*** Opening of Data provided ***

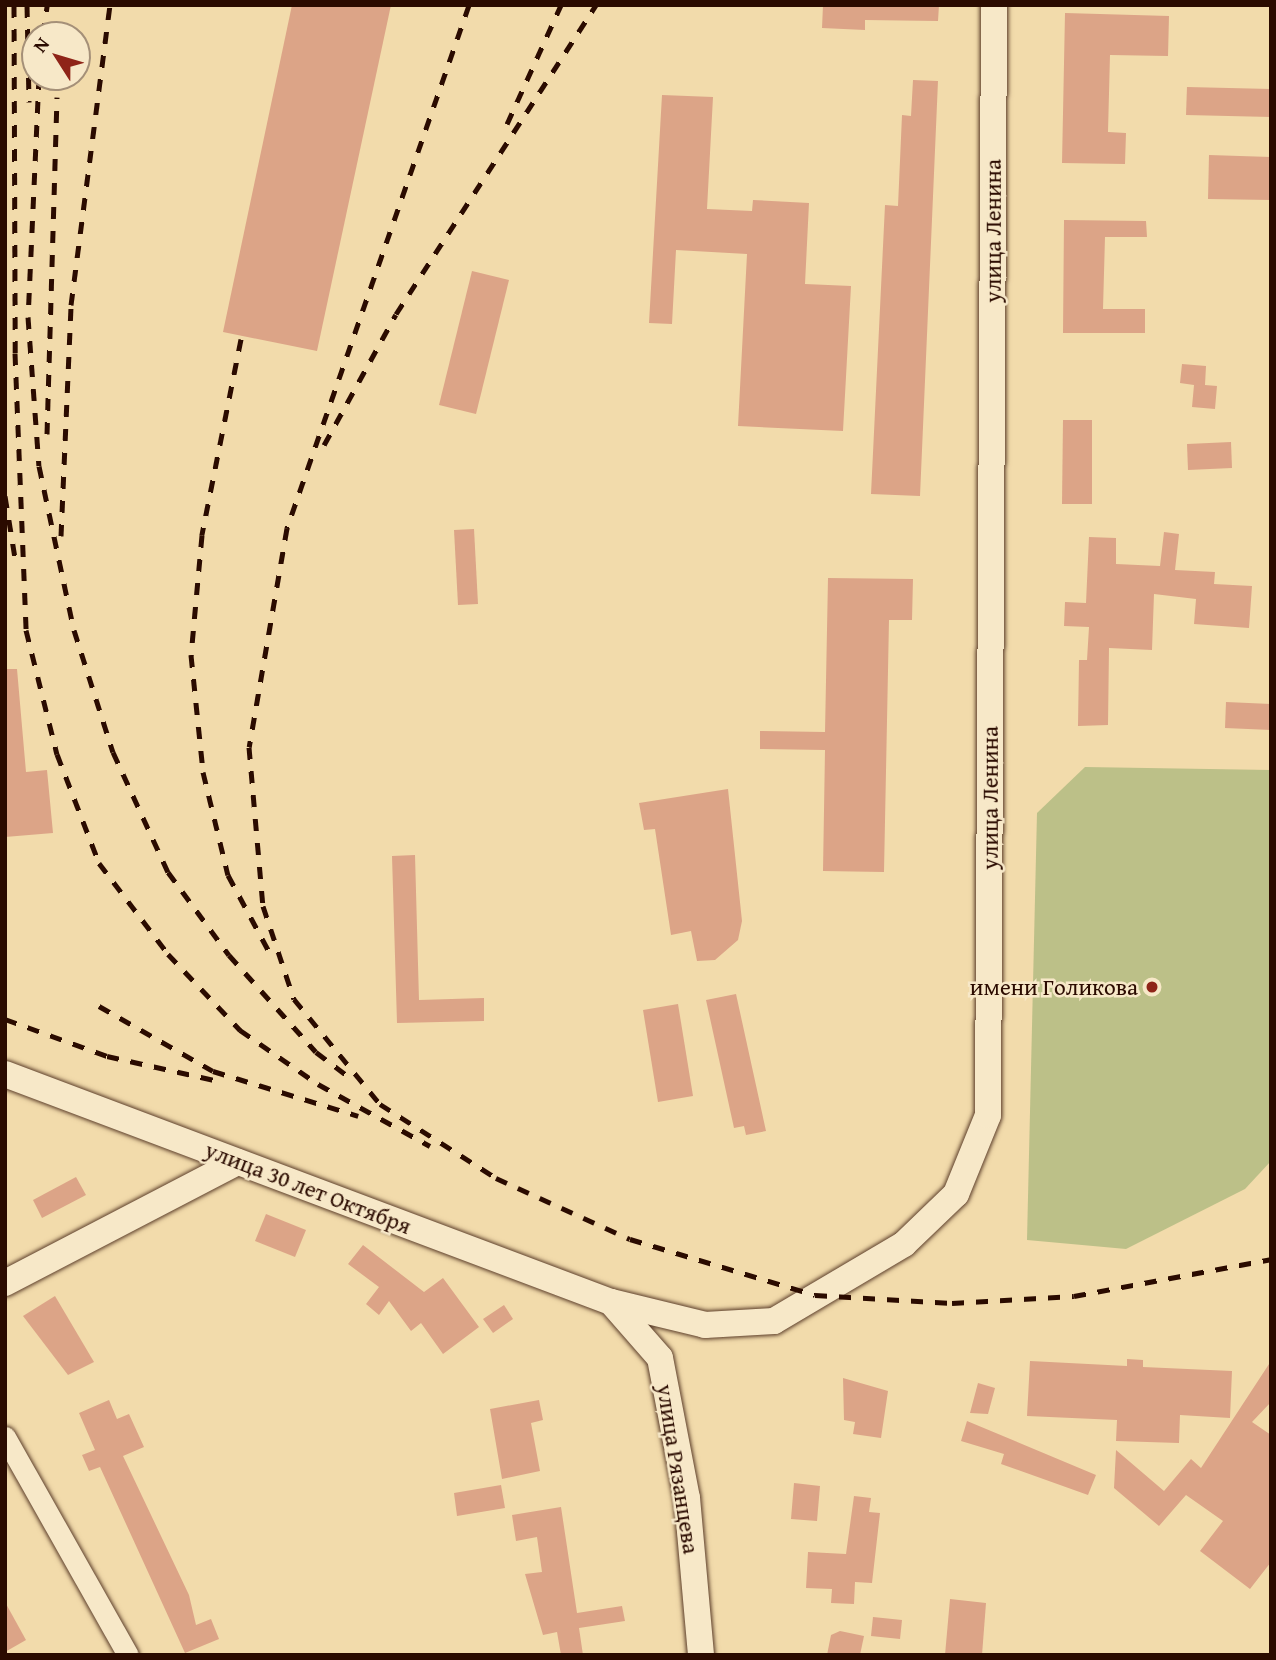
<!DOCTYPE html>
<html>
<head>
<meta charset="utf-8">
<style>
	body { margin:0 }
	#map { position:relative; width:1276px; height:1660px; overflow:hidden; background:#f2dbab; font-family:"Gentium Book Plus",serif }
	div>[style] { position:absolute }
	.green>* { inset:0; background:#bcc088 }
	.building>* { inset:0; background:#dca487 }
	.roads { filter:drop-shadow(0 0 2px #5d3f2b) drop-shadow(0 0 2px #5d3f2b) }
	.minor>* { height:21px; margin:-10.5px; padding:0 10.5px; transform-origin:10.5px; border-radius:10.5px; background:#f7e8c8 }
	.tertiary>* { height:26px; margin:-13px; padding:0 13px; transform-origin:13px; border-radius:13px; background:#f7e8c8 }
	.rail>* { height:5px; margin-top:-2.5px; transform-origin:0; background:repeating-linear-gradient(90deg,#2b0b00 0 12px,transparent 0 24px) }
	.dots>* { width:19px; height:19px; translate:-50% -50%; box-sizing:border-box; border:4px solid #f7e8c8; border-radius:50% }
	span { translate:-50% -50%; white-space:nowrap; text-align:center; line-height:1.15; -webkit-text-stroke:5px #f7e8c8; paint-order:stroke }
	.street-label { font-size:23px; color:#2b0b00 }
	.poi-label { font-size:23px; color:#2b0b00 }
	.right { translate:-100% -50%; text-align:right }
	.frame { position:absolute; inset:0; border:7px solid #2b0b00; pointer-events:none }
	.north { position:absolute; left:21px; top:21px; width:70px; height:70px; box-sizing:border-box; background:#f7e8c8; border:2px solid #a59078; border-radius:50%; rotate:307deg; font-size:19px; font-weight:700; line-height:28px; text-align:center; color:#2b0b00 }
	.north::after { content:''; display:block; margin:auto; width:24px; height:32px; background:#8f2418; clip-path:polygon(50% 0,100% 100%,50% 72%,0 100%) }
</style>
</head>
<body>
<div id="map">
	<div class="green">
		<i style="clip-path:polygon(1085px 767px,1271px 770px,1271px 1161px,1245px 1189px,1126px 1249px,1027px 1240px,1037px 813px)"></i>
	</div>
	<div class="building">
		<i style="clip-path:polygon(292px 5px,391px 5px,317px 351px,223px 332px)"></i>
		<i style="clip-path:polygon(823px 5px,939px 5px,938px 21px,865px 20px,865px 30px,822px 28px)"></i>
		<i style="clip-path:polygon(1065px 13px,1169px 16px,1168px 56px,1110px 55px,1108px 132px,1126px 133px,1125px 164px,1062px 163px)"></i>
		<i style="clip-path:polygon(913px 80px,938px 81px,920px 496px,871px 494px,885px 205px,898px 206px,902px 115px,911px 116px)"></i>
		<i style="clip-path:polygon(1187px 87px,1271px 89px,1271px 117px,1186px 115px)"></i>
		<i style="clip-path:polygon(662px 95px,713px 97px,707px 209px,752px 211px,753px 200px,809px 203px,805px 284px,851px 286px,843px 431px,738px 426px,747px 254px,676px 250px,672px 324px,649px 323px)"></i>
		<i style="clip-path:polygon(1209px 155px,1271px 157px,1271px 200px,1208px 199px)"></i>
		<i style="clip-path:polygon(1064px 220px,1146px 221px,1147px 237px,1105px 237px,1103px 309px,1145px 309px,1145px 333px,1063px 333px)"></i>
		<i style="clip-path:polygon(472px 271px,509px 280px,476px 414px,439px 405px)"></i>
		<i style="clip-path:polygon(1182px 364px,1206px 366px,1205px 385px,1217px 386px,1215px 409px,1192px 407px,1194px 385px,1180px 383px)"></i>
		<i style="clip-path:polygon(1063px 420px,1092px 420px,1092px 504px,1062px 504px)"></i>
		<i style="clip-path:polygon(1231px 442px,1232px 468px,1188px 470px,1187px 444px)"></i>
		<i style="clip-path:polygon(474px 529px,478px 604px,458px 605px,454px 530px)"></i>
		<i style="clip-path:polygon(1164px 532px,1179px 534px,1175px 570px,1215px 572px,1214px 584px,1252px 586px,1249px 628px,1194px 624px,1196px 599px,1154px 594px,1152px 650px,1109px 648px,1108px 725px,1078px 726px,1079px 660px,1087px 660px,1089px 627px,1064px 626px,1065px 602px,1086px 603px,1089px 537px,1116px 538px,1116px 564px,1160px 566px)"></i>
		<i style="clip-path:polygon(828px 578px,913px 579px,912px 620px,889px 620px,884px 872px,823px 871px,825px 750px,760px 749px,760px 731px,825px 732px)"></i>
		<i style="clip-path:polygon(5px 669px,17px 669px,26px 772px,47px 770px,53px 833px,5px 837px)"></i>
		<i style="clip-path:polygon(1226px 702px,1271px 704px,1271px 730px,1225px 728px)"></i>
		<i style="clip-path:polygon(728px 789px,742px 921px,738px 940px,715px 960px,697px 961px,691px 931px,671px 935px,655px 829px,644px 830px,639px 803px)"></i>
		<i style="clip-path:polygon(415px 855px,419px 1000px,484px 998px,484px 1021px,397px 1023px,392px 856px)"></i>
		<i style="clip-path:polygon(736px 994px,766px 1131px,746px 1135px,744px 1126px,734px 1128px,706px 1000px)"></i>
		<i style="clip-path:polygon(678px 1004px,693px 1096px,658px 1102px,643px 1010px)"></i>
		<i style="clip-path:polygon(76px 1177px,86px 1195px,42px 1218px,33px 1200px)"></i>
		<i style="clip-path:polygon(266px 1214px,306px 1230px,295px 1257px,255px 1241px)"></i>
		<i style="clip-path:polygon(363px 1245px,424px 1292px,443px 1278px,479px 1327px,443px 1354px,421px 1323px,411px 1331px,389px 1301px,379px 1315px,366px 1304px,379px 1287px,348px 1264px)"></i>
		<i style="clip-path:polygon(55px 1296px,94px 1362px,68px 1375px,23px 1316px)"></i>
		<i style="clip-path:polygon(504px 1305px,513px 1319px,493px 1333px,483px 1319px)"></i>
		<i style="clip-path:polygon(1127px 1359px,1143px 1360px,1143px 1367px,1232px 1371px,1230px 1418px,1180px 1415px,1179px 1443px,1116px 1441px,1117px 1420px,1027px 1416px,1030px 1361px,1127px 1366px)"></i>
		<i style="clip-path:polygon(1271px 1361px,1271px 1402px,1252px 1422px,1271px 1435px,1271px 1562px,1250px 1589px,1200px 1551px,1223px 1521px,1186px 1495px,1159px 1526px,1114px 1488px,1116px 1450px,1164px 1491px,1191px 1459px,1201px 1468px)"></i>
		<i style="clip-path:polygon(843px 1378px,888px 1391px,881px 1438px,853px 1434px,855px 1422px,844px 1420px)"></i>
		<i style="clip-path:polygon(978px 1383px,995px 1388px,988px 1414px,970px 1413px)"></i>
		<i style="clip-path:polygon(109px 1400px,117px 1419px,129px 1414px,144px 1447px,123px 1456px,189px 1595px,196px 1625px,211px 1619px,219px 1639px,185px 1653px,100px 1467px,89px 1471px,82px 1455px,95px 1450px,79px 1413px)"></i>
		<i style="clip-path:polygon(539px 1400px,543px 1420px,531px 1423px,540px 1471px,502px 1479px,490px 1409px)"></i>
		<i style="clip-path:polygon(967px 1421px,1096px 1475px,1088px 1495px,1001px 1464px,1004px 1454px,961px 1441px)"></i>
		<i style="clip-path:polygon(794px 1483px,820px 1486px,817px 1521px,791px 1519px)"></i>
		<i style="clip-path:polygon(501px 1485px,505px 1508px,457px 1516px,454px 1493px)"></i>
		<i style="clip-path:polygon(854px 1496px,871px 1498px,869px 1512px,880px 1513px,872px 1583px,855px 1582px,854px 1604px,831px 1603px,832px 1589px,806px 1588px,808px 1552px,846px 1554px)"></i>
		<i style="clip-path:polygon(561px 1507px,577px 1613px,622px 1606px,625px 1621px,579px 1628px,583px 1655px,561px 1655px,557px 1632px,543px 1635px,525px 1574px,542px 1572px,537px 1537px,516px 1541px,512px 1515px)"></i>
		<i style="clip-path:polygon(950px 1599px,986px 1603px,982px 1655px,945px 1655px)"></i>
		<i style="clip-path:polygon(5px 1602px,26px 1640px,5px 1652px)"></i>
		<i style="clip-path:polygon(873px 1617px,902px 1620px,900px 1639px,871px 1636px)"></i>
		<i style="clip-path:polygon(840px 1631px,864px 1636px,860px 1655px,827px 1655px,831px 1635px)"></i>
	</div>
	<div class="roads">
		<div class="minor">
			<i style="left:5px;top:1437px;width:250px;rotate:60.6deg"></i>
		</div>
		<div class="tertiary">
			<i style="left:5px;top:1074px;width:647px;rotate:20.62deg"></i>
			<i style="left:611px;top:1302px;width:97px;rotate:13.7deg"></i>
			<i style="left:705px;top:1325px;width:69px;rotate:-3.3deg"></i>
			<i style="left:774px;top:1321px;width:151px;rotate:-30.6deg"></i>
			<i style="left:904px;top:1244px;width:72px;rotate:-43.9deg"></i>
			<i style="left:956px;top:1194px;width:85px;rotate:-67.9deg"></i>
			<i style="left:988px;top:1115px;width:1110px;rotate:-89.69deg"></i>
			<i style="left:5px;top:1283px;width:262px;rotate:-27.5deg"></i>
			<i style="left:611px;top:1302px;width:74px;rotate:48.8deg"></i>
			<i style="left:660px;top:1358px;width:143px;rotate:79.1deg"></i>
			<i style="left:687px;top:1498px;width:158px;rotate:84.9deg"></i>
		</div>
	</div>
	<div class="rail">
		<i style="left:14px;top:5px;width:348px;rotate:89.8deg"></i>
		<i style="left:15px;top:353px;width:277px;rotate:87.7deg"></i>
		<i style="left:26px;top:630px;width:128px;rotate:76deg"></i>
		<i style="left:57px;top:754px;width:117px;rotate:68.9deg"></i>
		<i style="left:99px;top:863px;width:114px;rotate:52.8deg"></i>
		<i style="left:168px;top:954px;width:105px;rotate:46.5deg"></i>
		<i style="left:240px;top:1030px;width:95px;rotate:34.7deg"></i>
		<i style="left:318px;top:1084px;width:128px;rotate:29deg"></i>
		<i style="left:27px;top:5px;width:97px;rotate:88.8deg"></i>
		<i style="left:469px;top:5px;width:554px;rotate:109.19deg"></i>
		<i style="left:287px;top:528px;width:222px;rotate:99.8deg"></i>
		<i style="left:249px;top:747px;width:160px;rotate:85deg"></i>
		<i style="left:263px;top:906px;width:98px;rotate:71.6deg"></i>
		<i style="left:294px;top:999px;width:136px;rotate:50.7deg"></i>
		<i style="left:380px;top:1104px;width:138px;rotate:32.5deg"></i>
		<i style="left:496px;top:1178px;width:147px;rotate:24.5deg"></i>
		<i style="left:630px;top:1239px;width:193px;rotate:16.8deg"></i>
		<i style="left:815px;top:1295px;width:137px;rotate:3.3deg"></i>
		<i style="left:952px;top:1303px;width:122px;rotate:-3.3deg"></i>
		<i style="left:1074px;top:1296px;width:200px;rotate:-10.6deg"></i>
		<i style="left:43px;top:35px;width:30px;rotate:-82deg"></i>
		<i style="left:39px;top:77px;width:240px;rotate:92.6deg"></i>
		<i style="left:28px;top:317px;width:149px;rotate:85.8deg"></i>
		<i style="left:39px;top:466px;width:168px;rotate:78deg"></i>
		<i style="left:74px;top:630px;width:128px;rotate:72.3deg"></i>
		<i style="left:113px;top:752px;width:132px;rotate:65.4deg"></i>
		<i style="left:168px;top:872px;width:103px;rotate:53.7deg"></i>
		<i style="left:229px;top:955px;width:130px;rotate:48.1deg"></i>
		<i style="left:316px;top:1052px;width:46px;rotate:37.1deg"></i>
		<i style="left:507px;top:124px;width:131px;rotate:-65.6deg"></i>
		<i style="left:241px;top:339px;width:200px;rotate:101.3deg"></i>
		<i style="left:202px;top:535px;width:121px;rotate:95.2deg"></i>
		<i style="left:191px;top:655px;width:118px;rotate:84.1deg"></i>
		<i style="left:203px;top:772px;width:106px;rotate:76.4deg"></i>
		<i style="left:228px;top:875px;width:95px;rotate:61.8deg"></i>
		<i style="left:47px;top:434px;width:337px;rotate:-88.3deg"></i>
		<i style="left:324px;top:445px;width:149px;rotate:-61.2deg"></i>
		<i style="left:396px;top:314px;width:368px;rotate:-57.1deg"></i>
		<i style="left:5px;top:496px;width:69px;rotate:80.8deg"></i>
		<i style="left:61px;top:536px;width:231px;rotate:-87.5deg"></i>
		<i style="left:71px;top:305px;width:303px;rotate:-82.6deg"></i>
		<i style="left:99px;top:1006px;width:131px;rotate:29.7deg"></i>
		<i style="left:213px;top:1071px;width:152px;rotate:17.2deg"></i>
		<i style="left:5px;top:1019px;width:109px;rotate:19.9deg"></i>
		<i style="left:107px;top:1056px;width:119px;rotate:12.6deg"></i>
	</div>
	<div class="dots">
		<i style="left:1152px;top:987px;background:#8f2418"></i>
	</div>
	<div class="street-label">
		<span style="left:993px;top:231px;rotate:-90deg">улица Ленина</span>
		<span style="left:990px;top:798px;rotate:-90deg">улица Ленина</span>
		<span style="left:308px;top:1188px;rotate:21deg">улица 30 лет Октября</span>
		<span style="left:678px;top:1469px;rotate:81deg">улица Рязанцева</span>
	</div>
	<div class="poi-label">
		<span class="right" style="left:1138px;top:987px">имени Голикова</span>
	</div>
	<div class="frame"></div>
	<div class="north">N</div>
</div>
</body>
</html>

*** Close of Data provided ***

Work required
Leave the pictures out, and restate exactly the lines from the start of the records through the one that contains "filter:drop-shadow(0 0 2px".

Problem solution
<!DOCTYPE html>
<html>
<head>
<meta charset="utf-8">
<style>
	body { margin:0 }
	#map { position:relative; width:1276px; height:1660px; overflow:hidden; background:#f2dbab; font-family:"Gentium Book Plus",serif }
	div>[style] { position:absolute }
	.green>* { inset:0; background:#bcc088 }
	.building>* { inset:0; background:#dca487 }
	.roads { filter:drop-shadow(0 0 2px #5d3f2b) drop-shadow(0 0 2px #5d3f2b) }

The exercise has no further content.